Tom later corrected himself: USE_SSE2 is set via #if defined(__x86_64__) in c.h, so his initial pg_cpu.h analysis was a no-op. The real issue is purely the leaked AVX2/AVX512 symbols.

Evolution of Tom's Patch (v1 → v2)

v1 (quick hack): Two changes — (a) fix pg_cpu.h guards (later determined to be a no-op), and (b) guard checksum.c's call to x86_feature_available() with an additional #ifdef __x86_64__ check.

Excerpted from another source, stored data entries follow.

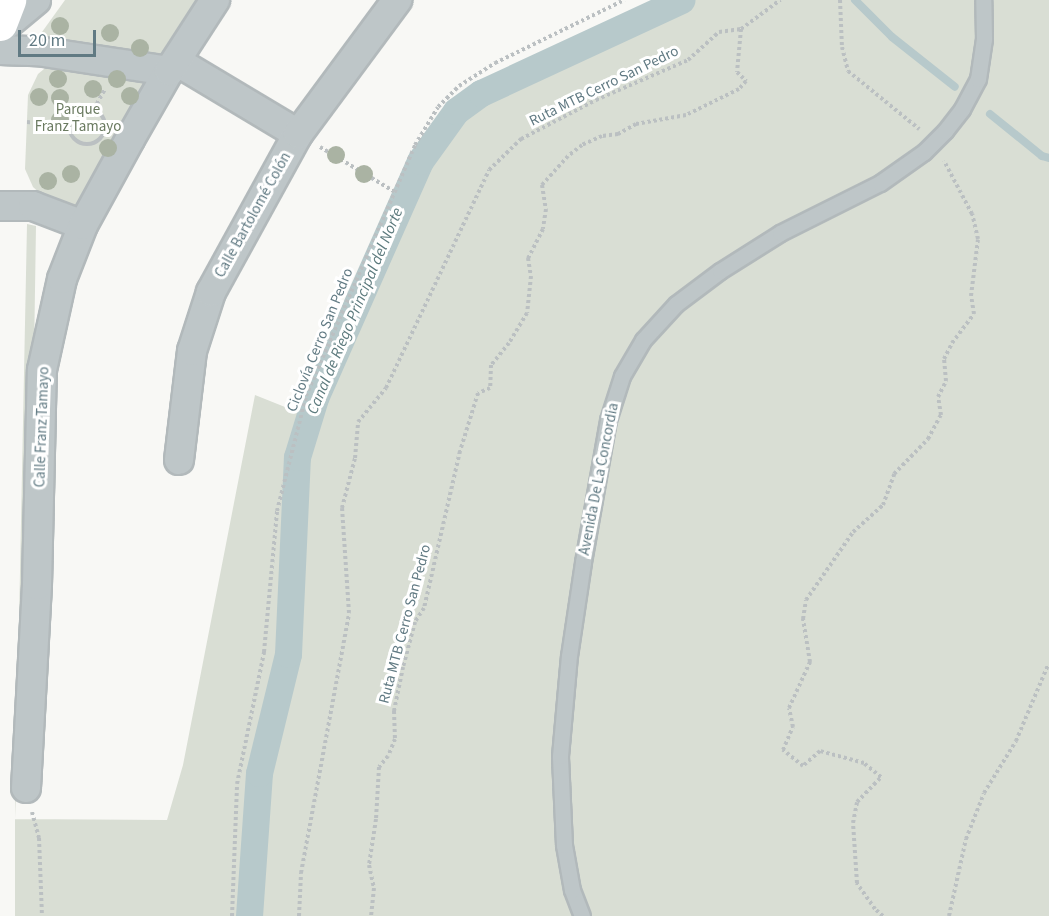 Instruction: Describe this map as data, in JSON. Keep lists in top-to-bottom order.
{
  "streets": {
    "street": ["Calle Bartolomé Colón", "Calle Franz Tamayo"],
    "lane": ["Avenida De La Concordia"],
    "path": ["Ruta MTB Cerro San Pedro", "Ciclovía Cerro San Pedro"]
  },
  "water": ["Canal de Riego Principal del Norte"],
  "parks": ["Parque Franz Tamayo"],
  "scale_bar": "20 m"
} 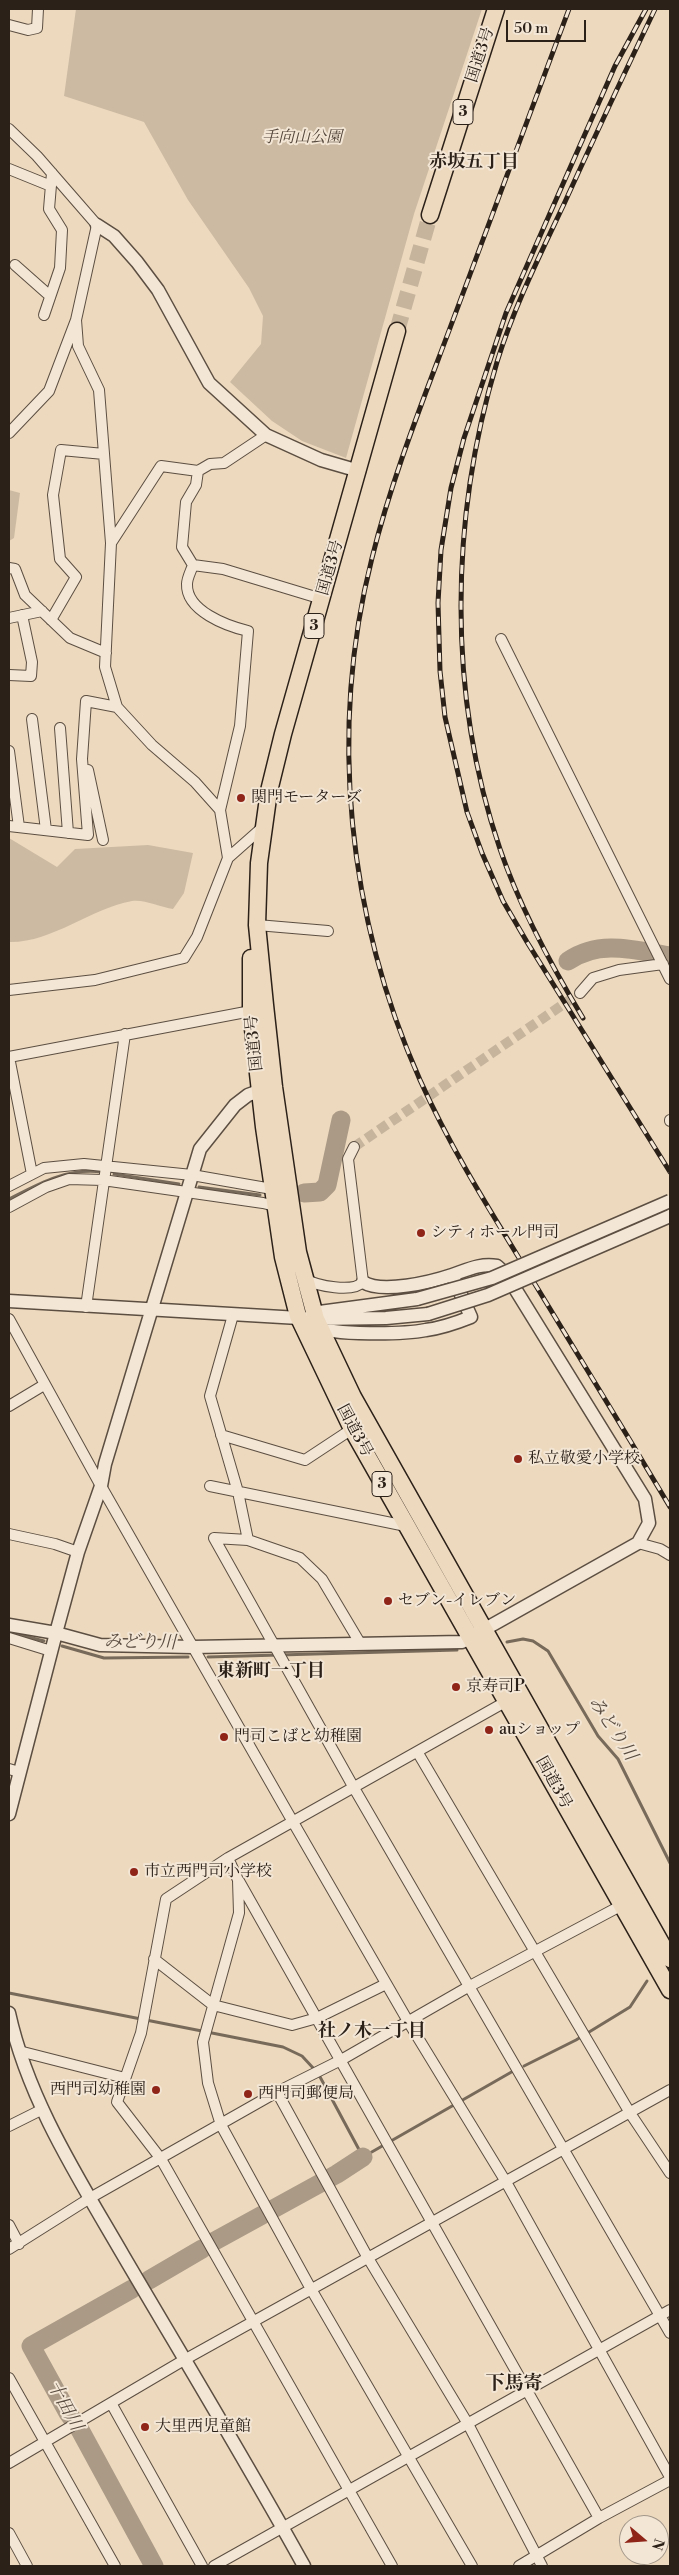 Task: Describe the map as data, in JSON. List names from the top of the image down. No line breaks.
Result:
{"streets":{"highway":["国道3号","3"]},"districts":["赤坂五丁目","東新町一丁目","社ノ木一丁目","下馬寄"],"water":["みどり川","十田川"],"parks":["手向山公園"],"places":["関門モーターズ","シティホール門司","私立敬愛小学校","セブン-イレブン","京寿司P","auショップ","門司こばと幼稚園","市立西門司小学校","西門司幼稚園","西門司郵便局","大里西児童館"],"scale_bar":"50 m","north":"right"} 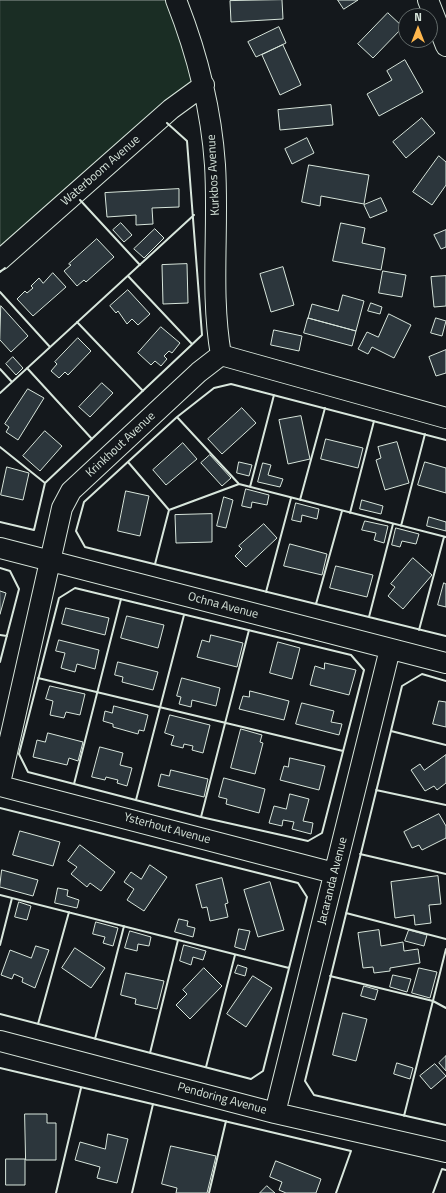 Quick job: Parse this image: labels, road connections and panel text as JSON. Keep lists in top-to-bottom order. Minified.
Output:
{"streets":{"street":["Waterboom Avenue","Kurkbos Avenue","Krinkhout Avenue","Ochna Avenue","Ysterhout Avenue","Jacaranda Avenue","Pendoring Avenue"]},"crossings":[["Waterboom Avenue","Kurkbos Avenue"],["Kurkbos Avenue","Krinkhout Avenue"],["Krinkhout Avenue","Ochna Avenue"],["Krinkhout Avenue","Ysterhout Avenue"],["Ochna Avenue","Jacaranda Avenue"],["Ysterhout Avenue","Jacaranda Avenue"],["Jacaranda Avenue","Pendoring Avenue"]],"north":"top"} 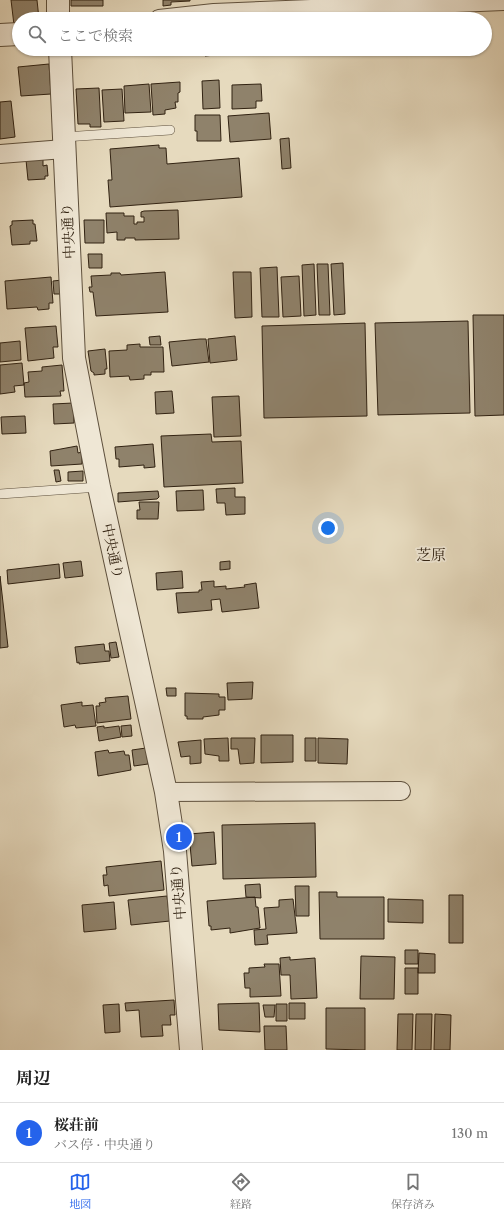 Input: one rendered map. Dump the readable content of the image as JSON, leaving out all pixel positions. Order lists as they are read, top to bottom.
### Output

v1.5 (cleaner approach): Make x86_feature_available() exist on all platforms but return constant false on non-x86. This means callers like checksum.c compile cleanly everywhere without per-callsite guards. The ARM compiler still emits a "not a recognized feature" warning for the target("avx2") attribute, but the build succeeds.

v2 (global fix, 2026-06-03): Rather than fixing individual call sites, #undef USE_AVX2_WITH_RUNTIME_CHECK and the USE_AVX512* symbols in c.h when __x86_64__ is not defined. This undoes configure's mistake at the earliest possible point, preventing any current or future file from seeing these symbols on non-x86 targets. Tom explicitly notes this approach is forward-compatible with Munro's pending patch that may add more AVX2 consumers.

Practical Urgency: Beta1 Packaging

Andrew Dunslane noted that Sandeep (EDB packager) would look at applying Tom's fix the next day, indicating this is blocking beta1 universal binary production. Tom suggested EDB apply the quick-hack for beta1 while the cleaner v2 is reviewed for commit.

Tobias's "Two Builds + lipo" Idea

Tobias floated doing two independent single-arch builds and combining them with lipo to get a properly-optimized universal binary. Tom acknowledged this could work but dismissed it as too much effort for a dying platform combination.

Minor Side Note: _M_AMD64

Tom raised a question about whether c.h's check for _M_AMD64 (MSVC's x86_64 macro) is necessary, noting inconsistency — if it's needed in c.h, why not in all other places that check __x86_64__? This is unresolved but flagged for future cleanup.